» TASK:
After checking the listing below, say how many of its lines contain the string "muted". Only the number is needed.

» EXTRACTED MATERIAL:

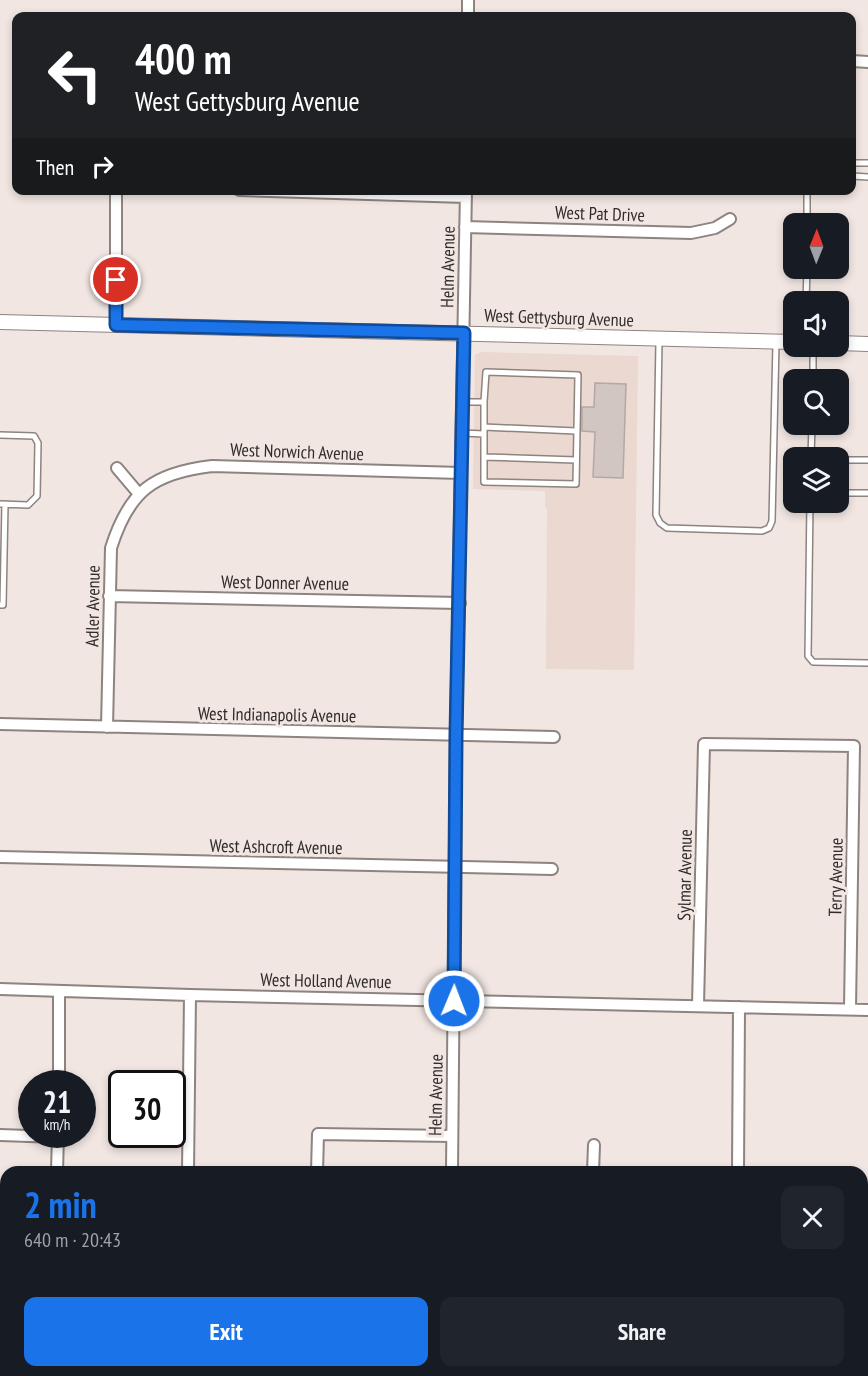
<!DOCTYPE html>
<meta charset="utf-8">
<style>
:root{--surface:#171b24;--page:#20242c;--text:#f1f3f6;--muted:#9ea1a6;--accent:#1a73e8}
body{margin:0;font-family:"PT Sans Narrow",sans-serif;background:var(--page);color:var(--text);height:100vh;display:flex;flex-direction:column;font-size:22px;white-space:nowrap}
*{box-sizing:border-box;margin:0}
p{font-size:20px;color:var(--muted)}
.icon{flex:none;width:33px;height:33px;fill:none;stroke:currentColor;stroke-width:2;stroke-linecap:round;stroke-linejoin:round}
.map{position:relative;flex:1;overflow:hidden}
.sheet{position:absolute;left:0px;top:1166px;width:868px;height:212px;display:flex;flex-direction:column;background:var(--surface);border-radius:18px 18px 0 0;box-shadow:0 3px 9px #0003}
.sheet>*{flex:none}
.hud{position:absolute;left:12px;top:12px;width:844px;height:183px;border-radius:12px;box-shadow:0 3px 9px #0003;background:#202124;color:#fff;overflow:hidden}
.needle{width:39px;rotate:1deg}
.buttons{position:absolute;left:783px;top:213px;display:grid;gap:12px}
.buttons a{display:grid;place-items:center;width:66px;height:66px;border-radius:12px;background:var(--surface);box-shadow:0 3px 9px #0003;font-size:30px}
.speed{position:absolute;left:18px;top:1070px;display:flex;gap:12px;font-size:30px;font-weight:700;text-align:center}
.speed>*{display:grid;place-content:center;width:78px;height:78px;border-radius:50%;background:var(--surface);box-shadow:0 3px 9px #0003;line-height:1}
.speed small{font-size:15px;font-weight:400}
.speed .limit{border:3px solid #111;border-radius:9px;background:#fff;color:#111}
.pin{position:absolute;display:grid;place-items:center;width:51px;height:51px;color:#fff;margin:-26px;border:3px solid #fff;border-radius:50%;box-shadow:0 2px 6px #0007}
.me{position:absolute;width:66px;margin:-33px;rotate:1deg;stroke-linejoin:round;filter:drop-shadow(0 0 4px #0008)}
.turn{display:flex;align-items:center;gap:21px;height:126px;padding:0 24px;font-size:27px}
.turn .icon{width:78px;height:78px;stroke-width:2.5}
.turn b{display:block;font-size:42px;line-height:51px}
.then{display:flex;align-items:center;height:57px;padding:0 24px;background:#0003;gap:12px;font-size:22px}
.round{display:grid;place-items:center;flex:none;width:63px;height:63px;border-radius:12px;background:var(--page)}
.summary{display:flex;align-items:center;justify-content:space-between;height:102px;padding:0 24px}
h1{font-size:36px;font-weight:700;line-height:45px;color:var(--accent)}
.action{display:flex;gap:12px;margin-top:auto;padding:12px 24px}
.action a{flex:1;height:69px;border-radius:12px;background:var(--accent);color:#fff;font-size:24px;font-weight:700;line-height:69px;text-align:center}
.action a+a{background:var(--page);color:var(--text)}
.map>svg:first-child{display:block}
.built{fill:#ead8d1}
.building{fill:#d1c6c2;stroke:#b2a8a4;stroke-width:1.5}
.lines{fill:none;stroke-linecap:round;stroke-linejoin:round}
.service-casing{stroke:#8d837f;stroke-width:8}
.minor-casing{stroke:#8d837f;stroke-width:14}
.tertiary-casing{stroke:#8d837f;stroke-width:16}
.service{stroke:#fff;stroke-width:5}
.minor{stroke:#fff;stroke-width:10}
.tertiary{stroke:#fff;stroke-width:14}
.route-casing{stroke:#114b97;stroke-width:15}
.route{stroke:#1a73e8;stroke-width:10}
.labels{text-anchor:middle;stroke-width:6;stroke-linejoin:round;paint-order:stroke}
.street-label{font-size:18px;fill:#302c2b;stroke:#f1e6e2}
</style>
<div class="map">
<svg width="868" height="1376" viewBox="0 0 868 1376">
<rect width="100%" height="100%" fill="#f1e6e2"/>
<path class="built" d="M481,352l157,4 -4,314 -88,-1 1,-160 -2,-1v-17l-72,-2 2,-134z"/>
<path class="building" d="M595,383l31,1 -3,94 -30,-1 2,-45 -13,-1v-24h12z"/>
<g class="lines">
<g class="service-casing">
<path id="service" d="M852,163h16
M852,176l16,1
M807,224v-34
M806,302l1,-34
M659,341l-3,174 4,8 7,5 95,3 7,-3 3,-7 4,-178
M813,380v-34
M484,427l92,4
M462,433l22,1v-32h-22
M484,434v48l92,2 2,-109 -92,-3 -2,30
M0,435l34,1 4,7 -1,53 -9,9 -28,-1
M484,457l92,3
M811,458l1,-34
M838,460h30
M838,493h30
M810,502l-2,154 5,6 55,1
M0,605h3l2,-101"/>
</g>
<g class="minor-casing">
<path id="minor" d="M468,16v-16
M852,61l16,1
M239,190l227,7
M465,227l226,6 24,-5 15,-9
M116,325v-135
M117,468l22,26
M109,596l351,7
M0,724l554,13
M107,727l4,-179c18,-57 42,-75 101,-82l249,7
M0,857l552,12
M0,989l190,6 678,15
M698,1006l6,-262 150,2 -4,263
M59,1083v-92
M0,1135l58,2
M57,1172l1,-38
M188,1172l2,-177
M317,1172l1,-38 134,2
M452,1172l4,-437 10,-545
M593,1172l1,-27
M738,1172l1,-165
M862,1277h6
M0,1327h6
M121,1376v-5
M448,1376v-5"/>
</g>
<g class="tertiary-casing">
<path id="tertiary" d="M0,322l794,20
M838,343l30,1"/>
</g>
<use href="#service" class="service"/>
<use href="#minor" class="minor"/>
<use href="#tertiary" class="tertiary"/>
</g>
<g class="lines">
<g class="route-casing">
<path id="route" d="M116,280v45l348,8 -8,402 -2,266"/>
</g>
<use href="#route" class="route"/>
</g>
<g class="labels">
<g class="street-label">
<text transform="translate(600 214) rotate(2)" y="6">West Pat Drive</text>
<text transform="translate(448 267) rotate(-89)" y="6">Helm Avenue</text>
<text transform="translate(559 318) rotate(2)" y="6">West Gettysburg Avenue</text>
<text transform="translate(297 452) rotate(2)" y="6">West Norwich Avenue</text>
<text transform="translate(285 583) rotate(1)" y="6">West Donner Avenue</text>
<text transform="translate(93 606) rotate(-89)" y="6">Adler Avenue</text>
<text transform="translate(277 715) rotate(1)" y="6">West Indianapolis Avenue</text>
<text transform="translate(276 847) rotate(1)" y="6">West Ashcroft Avenue</text>
<text transform="translate(685 875) rotate(-89)" y="6">Sylmar Avenue</text>
<text transform="translate(836 877) rotate(-89)" y="6">Terry Avenue</text>
<text transform="translate(326 981) rotate(1)" y="6">West Holland Avenue</text>
<text transform="translate(436 1095) rotate(-89)" y="6">Helm Avenue</text>
</g>
</g>
</svg>
<div class="buttons">
<a><svg class="needle" viewBox="-14 -14 28 28"><path d="M0-13l5 13h-10z" fill="#e53935"/><path d="M0 13l5-13h-10z" fill="#9ea1a6"/></svg></a>
<a><svg class="icon" aria-label="sound" viewBox="0 0 24 24"><path d="M4 9h4l5-4v14l-5-4H4zM17 9q2 3 0 6"/></svg></a>
<a><svg class="icon" aria-label="search" viewBox="0 0 24 24"><circle cx="10" cy="10" r="6"/><path d="M15 15l6 6"/></svg></a>
<a><svg class="icon" aria-label="layers" viewBox="0 0 24 24"><path d="M12 4l9 5-9 5-9-5zM3 14l9 5 9-5"/></svg></a>
</div>
<div class="speed"><div>21<small>km/h</small></div><div class="limit">30</div></div>
<div class="pin" style="left:116px;top:280px;background:#d93025"><svg class="icon" aria-label="arrive" viewBox="0 0 24 24"><path d="M6 21V4h12l-3 4 3 4H6"/></svg></div>
<svg class="me" style="left:454px;top:1001px" viewBox="-20 -20 40 40"><circle r="17" fill="#1a73e8" stroke="#fff" stroke-width="3"/><path d="M0-11L8 9 0 5-8 9z" fill="#fff"/></svg>
<div class="hud">
<div class="turn"><svg class="icon" aria-label="left" viewBox="0 0 24 24"><path d="M17 20v-9H6M10 6l-5 5 5 5"/></svg><div><b>400 m</b>West Gettysburg Avenue</div></div>
<div class="then">Then<svg class="icon" aria-label="right" viewBox="0 0 24 24"><path d="M7 20v-9h11M14 6l5 5-5 5"/></svg></div>
</div>
<section class="sheet">
<div class="summary"><div><h1>2 min</h1><p>640 m · 20:43</p></div><a class="round"><svg class="icon" aria-label="close" viewBox="0 0 24 24"><path d="M6 6l12 12M18 6L6 18"/></svg></a></div>
<div class="action"><a>Exit</a><a>Share</a></div>
</section>
</div>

» RESPONSE TO THIS TASK:
2